Second, as the science becomes more accurate, New
Zealand’s advantage might diminish. For example, a Lincoln University
study last year showed that UK dairy products had a carbon dioxide
footprint 100% bigger than New Zealand products’. The key reason is
pastoral farming here, including sea-freight of the goods to the UK,
uses far less energy than the use of grain-fed cows in the UK.

But
Lincoln has just released an updated study that includes methane and
nitrous oxide, two by- products of feed and fertilisers that are more
damaging greenhouse gases than carbon dioxide. This study shows the UK
greenhouse gas footprint per tonne of milk solids is only 34% bigger
than ours. This increase in New Zealand’s footprint undermines our
claims to being the environmentally more responsible farming system.

Third,
farming trends will further diminish our case. Dairy farming is getting
more intensive here as farmers respond to high land prices, rising
global demand and high milk prices. Conversely, UK farms are becoming
less intensive, as environmental sensitivities rise and EU farming
subsidies reward better practices.

Fourth, there is a great
deal of complacency here in the farming community, as in comments
Charlie Pedersen, president of Federated Farmers, made recently to the
organisation’s conference. He said the global environment would benefit
if “inefficient food producers” overseas scaled back production and
more food was bought from New Zealand. “It may be that increasing
greenhouse gas emissions in New Zealand to produce more food is,
overall, a better way to curb climate change.”

Fifth, growing
UK consumer scepticism about claims to carbon neutrality. People are
starting to ask more penetrating questions about how a product’s carbon
footprint is measured; how big a commitment the manufacturer has to
reducing it, rather than simply offsetting it; and about the
credibility of the programmes themselves. All sorts of scams are coming
to light.

The Carbon Trust, a UK government agency, is working
with the DEFRA (the UK environment and food ministry), the British
Standards Institute and some major retailers to devise reliable carbon
labelling.

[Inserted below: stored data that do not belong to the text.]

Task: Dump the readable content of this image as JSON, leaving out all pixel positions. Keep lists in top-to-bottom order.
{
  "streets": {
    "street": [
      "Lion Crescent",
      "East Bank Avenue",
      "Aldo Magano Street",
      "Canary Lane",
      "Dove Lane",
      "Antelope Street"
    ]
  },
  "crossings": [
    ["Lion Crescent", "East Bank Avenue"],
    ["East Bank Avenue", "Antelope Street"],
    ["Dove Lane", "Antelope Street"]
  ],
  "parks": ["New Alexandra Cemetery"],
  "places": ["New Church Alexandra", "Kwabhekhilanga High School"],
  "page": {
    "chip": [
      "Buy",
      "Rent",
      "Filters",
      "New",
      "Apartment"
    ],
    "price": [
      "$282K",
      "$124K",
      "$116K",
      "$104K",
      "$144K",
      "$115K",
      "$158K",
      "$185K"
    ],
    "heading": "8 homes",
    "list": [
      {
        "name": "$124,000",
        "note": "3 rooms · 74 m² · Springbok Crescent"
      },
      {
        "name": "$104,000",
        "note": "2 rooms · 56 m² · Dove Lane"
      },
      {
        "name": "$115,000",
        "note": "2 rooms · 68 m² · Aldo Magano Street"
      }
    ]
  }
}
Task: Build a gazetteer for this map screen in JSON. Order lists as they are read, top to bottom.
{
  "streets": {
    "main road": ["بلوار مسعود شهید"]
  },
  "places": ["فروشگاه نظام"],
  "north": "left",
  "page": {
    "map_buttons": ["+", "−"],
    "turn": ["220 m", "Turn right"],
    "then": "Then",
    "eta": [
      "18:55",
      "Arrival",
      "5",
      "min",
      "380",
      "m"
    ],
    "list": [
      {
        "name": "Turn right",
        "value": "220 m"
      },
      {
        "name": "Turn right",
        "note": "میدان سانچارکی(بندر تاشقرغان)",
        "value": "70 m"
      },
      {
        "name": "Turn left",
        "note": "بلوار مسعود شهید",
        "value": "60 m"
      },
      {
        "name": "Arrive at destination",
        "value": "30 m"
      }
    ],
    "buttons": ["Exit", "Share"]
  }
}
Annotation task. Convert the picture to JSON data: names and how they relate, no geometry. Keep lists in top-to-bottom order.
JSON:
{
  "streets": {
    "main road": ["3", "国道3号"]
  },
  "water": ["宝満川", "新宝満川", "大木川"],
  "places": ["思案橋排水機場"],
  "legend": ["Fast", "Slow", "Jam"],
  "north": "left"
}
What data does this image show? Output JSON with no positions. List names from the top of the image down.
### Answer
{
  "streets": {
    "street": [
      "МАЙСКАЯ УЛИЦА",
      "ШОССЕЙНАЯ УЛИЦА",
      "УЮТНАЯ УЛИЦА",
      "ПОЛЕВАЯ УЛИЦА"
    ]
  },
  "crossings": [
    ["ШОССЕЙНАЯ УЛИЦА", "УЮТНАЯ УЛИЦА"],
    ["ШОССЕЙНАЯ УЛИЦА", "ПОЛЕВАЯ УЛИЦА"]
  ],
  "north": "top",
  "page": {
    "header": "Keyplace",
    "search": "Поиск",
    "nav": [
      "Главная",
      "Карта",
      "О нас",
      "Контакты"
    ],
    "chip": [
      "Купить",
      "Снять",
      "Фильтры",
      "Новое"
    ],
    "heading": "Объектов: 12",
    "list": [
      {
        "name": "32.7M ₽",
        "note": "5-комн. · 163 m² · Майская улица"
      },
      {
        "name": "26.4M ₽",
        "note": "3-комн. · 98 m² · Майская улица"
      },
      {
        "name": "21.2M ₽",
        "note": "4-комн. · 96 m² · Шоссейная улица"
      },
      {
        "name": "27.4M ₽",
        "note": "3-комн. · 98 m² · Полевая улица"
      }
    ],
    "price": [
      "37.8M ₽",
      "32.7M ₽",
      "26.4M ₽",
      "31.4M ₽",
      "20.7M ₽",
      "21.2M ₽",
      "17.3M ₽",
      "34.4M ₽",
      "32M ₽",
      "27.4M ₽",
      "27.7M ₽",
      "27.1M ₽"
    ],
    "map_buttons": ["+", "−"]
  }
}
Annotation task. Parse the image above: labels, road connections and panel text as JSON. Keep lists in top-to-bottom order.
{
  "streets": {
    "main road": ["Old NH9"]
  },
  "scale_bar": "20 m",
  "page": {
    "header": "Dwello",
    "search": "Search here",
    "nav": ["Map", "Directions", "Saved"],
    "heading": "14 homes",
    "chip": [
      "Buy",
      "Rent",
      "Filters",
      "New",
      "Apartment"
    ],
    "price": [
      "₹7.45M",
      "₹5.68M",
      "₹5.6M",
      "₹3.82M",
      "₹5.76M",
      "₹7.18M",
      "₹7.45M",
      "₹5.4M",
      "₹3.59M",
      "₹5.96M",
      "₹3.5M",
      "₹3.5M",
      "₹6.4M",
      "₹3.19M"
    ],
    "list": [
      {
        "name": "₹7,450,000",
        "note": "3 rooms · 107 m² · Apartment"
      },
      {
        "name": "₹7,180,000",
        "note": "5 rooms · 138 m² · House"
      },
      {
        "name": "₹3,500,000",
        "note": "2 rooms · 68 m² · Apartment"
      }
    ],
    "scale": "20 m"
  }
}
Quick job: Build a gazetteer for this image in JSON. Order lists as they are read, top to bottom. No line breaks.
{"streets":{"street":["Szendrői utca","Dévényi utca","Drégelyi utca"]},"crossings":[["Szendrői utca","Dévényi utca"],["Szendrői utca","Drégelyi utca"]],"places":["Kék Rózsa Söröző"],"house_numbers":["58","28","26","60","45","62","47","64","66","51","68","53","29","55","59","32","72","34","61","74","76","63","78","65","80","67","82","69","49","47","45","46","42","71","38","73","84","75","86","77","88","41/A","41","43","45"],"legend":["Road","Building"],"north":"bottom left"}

And our government is seeking a role in the work to ensure
that the standards are fair and practical for our producers.

Once
these procedures are in place, New Zealand producers will have to work
hard to ensure they comply and to make binding commitments to serious
reductions in their carbon footprints if they are to win over UK
consumers.

Moreover, we will need to ensure offset programmes here are credible and appealing overseas.

For
example, government has set a goal of making Treasury and five other
departments carbon neutral by 2012. It and some major corporates are
looking jointly at a number of very Kiwi ideas for offset programmes.
One is to increase the funding for possum eradication on the grounds
that fewer pests mean healthier bush and thus more carbon absorbed. But
it would be difficult to measure the effectiveness of the programme.
Moreover, it would be unappealing for overseas consumers. A tourist
flying on Air New Zealand, for example, might feel killing possums here
will do less good for humankind than, say, buying offsets that help
fund a hydro-electric power plant in China.

Sixth, New Zealand
lacks a compelling message for UK consumers. We are failing to
articulate a strong environmental case and lack the emotional
connection that consumers feel, for example, with poor farmers in
developing countries. That was the blunt message from UK retailers and
communication specialists in recent interviews with this writer.

Clearly,
New Zealand has a long way to go before we can meet the high demands of
Whole Foods Market and other retailers in the UK.